Le Conseil d’Etat a confirmé la dissolution du collectif « Palestine Vaincra ». D’une part, il estime que le positionnement politique du collectif, bien que radical, reste dans le cadre légal. D’autre part, il valide la dissolution en raison de l’absence de modération des commentaires haineux sous ses publications. Cette inaction a été jugée comme une provocation indirecte à la haine, justifiant ainsi la mesure prise par le gouvernement. Jugé que « si ses prises de position n’excèdent pas, en tant que telles, les limites de la liberté d’expression (…), les messages qu’il diffuse, radicaux et univoques, suscitent le dépôt, sur ses comptes ouverts sur les réseaux sociaux, de commentaires particulièrement agressifs et haineux ayant pour cible, sous couvert de viser les « sionistes », l’ensemble des citoyens israéliens de confession juive, et
parfois à connotation explicitement antisémite »
.

Les faits

Le Collectif Palestine Vaincra, un groupement militant pro-palestinien, a été dissous par un décret du 9 mars 2022 pris en Conseil des ministres.

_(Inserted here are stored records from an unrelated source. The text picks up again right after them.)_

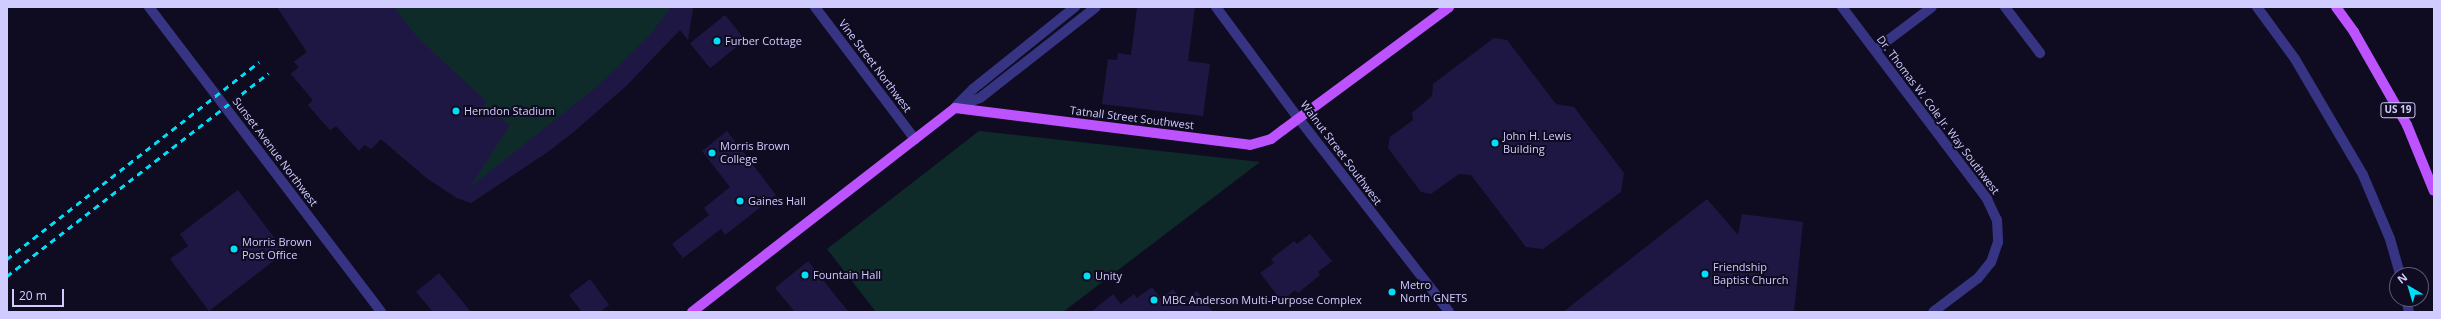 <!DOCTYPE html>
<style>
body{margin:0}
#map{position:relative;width:2441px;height:319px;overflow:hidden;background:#0f0c21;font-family:"Open Sans",sans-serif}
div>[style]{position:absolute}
.green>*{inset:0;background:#0e2b2a}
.building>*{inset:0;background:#1f1743;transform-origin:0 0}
.minor>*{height:10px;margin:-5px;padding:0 5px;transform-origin:5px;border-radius:5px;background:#363483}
.major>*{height:10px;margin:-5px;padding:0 5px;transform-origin:5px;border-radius:5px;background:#bd53ff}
.rail>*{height:3px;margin-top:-1.5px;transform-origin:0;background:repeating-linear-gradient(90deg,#00dff7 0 6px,transparent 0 11px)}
.dots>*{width:11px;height:11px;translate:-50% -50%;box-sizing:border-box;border:2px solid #0f0c21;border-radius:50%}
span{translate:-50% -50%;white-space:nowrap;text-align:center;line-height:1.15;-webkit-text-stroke:4px #0f0c21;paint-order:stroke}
.shield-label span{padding:1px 3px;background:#0f0c21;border:1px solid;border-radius:3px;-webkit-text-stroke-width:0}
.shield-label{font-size:10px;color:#d1ccff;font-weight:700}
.poi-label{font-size:11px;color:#d1ccff}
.left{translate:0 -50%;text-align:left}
.street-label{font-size:11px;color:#d1ccff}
.frame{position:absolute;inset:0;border:8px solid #d1ccff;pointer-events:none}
.north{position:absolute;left:2389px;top:267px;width:40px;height:40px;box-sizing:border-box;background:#0f0c21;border:1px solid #5d597a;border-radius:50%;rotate:322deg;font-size:11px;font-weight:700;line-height:16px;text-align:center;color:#d1ccff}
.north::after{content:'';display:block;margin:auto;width:14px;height:18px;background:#00dff7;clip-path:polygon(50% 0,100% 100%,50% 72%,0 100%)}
.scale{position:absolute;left:12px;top:289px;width:52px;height:18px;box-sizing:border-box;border:2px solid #d1ccff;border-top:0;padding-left:5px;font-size:12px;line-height:14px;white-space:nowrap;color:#d1ccff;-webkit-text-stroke:3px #0f0c21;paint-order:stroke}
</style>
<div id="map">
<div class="green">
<i style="clip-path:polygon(277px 7px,693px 7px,692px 16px,626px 86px,549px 151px,471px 203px,428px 179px,381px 139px,371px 149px,336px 126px,330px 130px,308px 105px,313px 100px,291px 74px,299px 67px,294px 62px,307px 52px)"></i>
<i style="clip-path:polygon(979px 131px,1260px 162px,1063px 312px,876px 312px,827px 249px)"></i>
</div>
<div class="building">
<i style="clip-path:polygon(277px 7px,394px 7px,417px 37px,486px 101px,483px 107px,510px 125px,470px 187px,594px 89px,649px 36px,671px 7px,693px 7px,688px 40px,680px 30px,626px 86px,576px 130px,549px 151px,471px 203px,457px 198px,428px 179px,381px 139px,371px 149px,365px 144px,359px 151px,336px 126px,330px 130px,308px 105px,313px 100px,291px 74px,299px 67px,294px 62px,307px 52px)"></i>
<i style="clip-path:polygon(1137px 7px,1195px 7px,1188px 61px,1210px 64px,1203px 116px,1102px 104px,1108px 59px,1117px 60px,1118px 53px,1131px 55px)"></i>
<i style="left:725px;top:15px;width:32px;height:45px;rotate:51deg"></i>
<i style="clip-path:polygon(1494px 38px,1507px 40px,1556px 104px,1574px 107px,1624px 173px,1621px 192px,1543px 249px,1526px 247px,1471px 175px,1459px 174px,1431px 194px,1421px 192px,1388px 148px,1390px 137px,1413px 120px,1412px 113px,1432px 96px,1433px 84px)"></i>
<i style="clip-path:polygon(727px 131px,776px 195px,725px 235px,721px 229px,683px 258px,672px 244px,709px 215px,704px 208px,730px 187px,702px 151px)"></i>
<i style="clip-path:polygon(238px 190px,285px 252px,209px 311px,170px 259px,188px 246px,180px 234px)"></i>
<i style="clip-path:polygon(1707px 199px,1738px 235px,1742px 214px,1803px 222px,1794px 312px,1563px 312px)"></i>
<i style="clip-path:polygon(1310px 234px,1332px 261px,1318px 272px,1320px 275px,1298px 293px,1295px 290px,1282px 301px,1260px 273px,1274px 263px,1271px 259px,1294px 241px,1297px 244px)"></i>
<i style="clip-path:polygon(808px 261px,838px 299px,849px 312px,795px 312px,775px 288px)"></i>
<i style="clip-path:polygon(439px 273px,471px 312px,433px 312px,416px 292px)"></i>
<i style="clip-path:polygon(590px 279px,609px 305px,600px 312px,582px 312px,569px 295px)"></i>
<i style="clip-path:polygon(1152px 287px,1161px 299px,1173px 289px,1183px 301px,1197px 291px,1213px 312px,1091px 312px,1113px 294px,1121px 304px,1134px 294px,1137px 298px)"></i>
</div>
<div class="minor">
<i style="left:149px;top:7px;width:383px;rotate:52.7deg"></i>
<i style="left:815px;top:7px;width:166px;rotate:52.9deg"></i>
<i style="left:1216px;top:7px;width:139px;rotate:53.5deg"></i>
<i style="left:1299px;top:119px;width:244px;rotate:52.1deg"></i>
<i style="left:1842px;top:7px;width:241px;rotate:52.9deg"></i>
<i style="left:1987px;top:199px;width:23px;rotate:65deg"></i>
<i style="left:1997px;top:220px;width:22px;rotate:87deg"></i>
<i style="left:1998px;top:242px;width:21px;rotate:109deg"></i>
<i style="left:1991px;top:262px;width:21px;rotate:129deg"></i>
<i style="left:1978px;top:278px;width:56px;rotate:142.9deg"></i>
<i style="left:2005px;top:7px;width:58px;rotate:52.7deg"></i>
<i style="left:2257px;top:7px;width:64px;rotate:53.8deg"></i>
<i style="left:2295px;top:59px;width:134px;rotate:59.6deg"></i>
<i style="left:2363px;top:175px;width:69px;rotate:67.1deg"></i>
<i style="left:2390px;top:239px;width:37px;rotate:74deg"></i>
<i style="left:1875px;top:50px;width:71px;rotate:-37deg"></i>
<i style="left:957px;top:105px;width:23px;rotate:-45deg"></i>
<i style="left:973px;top:89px;width:131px;rotate:-38.8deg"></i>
<i style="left:955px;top:108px;width:27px;rotate:-22deg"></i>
<i style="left:980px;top:98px;width:147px;rotate:-38.1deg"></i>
<i style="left:2406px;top:299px;width:13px;rotate:77deg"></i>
</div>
<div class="major">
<i style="left:2336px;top:7px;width:31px;rotate:54deg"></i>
<i style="left:2354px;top:32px;width:107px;rotate:60.3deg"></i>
<i style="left:2407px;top:125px;width:71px;rotate:67.8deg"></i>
<i style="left:692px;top:312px;width:333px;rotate:-37.8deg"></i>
<i style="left:955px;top:108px;width:297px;rotate:7.1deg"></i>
<i style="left:1250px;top:145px;width:22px;rotate:-16deg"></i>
<i style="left:1271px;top:139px;width:15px;rotate:-37deg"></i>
<i style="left:1283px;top:130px;width:207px;rotate:-36.5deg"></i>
</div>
<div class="rail">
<i style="left:7px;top:259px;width:320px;rotate:-38deg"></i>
<i style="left:7px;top:276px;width:331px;rotate:-37.8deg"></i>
</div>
<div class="dots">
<i style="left:717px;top:41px;background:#00dff7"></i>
<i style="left:456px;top:111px;background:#00dff7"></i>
<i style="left:1495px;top:143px;background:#00dff7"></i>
<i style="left:712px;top:153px;background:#00dff7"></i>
<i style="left:740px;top:201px;background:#00dff7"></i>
<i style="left:234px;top:249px;background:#00dff7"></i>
<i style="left:1705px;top:274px;background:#00dff7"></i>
<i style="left:805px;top:275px;background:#00dff7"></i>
<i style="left:1087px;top:276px;background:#00dff7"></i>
<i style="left:1392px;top:292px;background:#00dff7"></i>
<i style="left:1154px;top:300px;background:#00dff7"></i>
</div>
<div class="shield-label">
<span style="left:2398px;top:110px">US 19</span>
</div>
<div class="poi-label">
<span class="left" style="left:725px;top:41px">Furber Cottage</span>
<span class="left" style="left:464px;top:111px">Herndon Stadium</span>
<span class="left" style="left:1503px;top:143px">John H. Lewis<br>Building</span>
<span class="left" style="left:720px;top:153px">Morris Brown<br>College</span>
<span class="left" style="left:748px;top:201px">Gaines Hall</span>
<span class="left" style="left:242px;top:249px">Morris Brown<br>Post Office</span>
<span class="left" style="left:1713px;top:274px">Friendship<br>Baptist Church</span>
<span class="left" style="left:813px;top:275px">Fountain Hall</span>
<span class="left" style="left:1095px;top:276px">Unity</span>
<span class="left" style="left:1400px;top:292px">Metro<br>North GNETS</span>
<span class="left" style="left:1162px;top:300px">MBC Anderson Multi-Purpose Complex</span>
</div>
<div class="street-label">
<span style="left:875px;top:66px;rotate:53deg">Vine Street Northwest</span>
<span style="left:1938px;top:115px;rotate:53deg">Dr. Thomas W. Cole Jr. Way Southwest</span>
<span style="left:1132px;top:118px;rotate:7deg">Tatnall Street Southwest</span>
<span style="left:275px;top:152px;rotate:53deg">Sunset Avenue Northwest</span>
<span style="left:1341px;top:153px;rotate:53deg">Walnut Street Southwest</span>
</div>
<div class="frame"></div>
<div class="north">N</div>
<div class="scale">20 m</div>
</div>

Ce collectif a contesté cette dissolution devant le Conseil d’État, demandant son annulation. Il avançait plusieurs arguments, notamment une atteinte disproportionnée à la liberté d’expression et à la liberté d’association garanties par la Convention européenne des droits de l’homme.

Le Conseil d’État, par une décision du 20 février 2025, a rejeté la requête et confirmé la dissolution du collectif.

Le cadre juridique

La dissolution a été fondée sur les articles L. 212-1 et L. 212-1-1 du code de la sécurité intérieure qui se lisent comme suit :

Article L. 212-1

Sont dissous, par décret en conseil des ministres, toutes les associations ou groupements de fait :

  1. Qui provoquent à des manifestations armées dans la rue ;
  2. Qui présentent, par leur forme et leur organisation militaires, le caractère de groupes de combat ou de milices privées ;
  3. Qui ont pour but de porter atteinte à l’intégrité du territoire national ou d’attenter par la force à la forme républicaine du gouvernement ;
  4. Dont l’activité tend à provoquer la discrimination, la haine ou la violence envers une personne ou un groupe de personnes à raison de leur origine, de leur sexe, de leur orientation sexuelle, de leur identité de genre ou de leur appartenance ou de leur non-appartenance, vraie ou supposée, à une ethnie, une nation, une prétendue race ou une religion déterminée ;
  5. Ou qui se livrent, sur le territoire français ou à partir de ce territoire, à des agissements en vue de provoquer des actes de terrorisme en France ou à l’étranger.

Article L. 212-1-1

Pour l’application de l’article L. 212-1, sont imputables à une association ou à un groupement de fait les agissements mentionnés au même article L. 212-1 commis par un ou plusieurs de leurs membres agissant en cette qualité ou directement liés aux activités de l’association ou du groupement, dès lors que leurs dirigeants, bien qu’informés de ces agissements, se sont abstenus de prendre les mesures nécessaires pour les faire cesser, compte tenu des moyens dont ils disposaient.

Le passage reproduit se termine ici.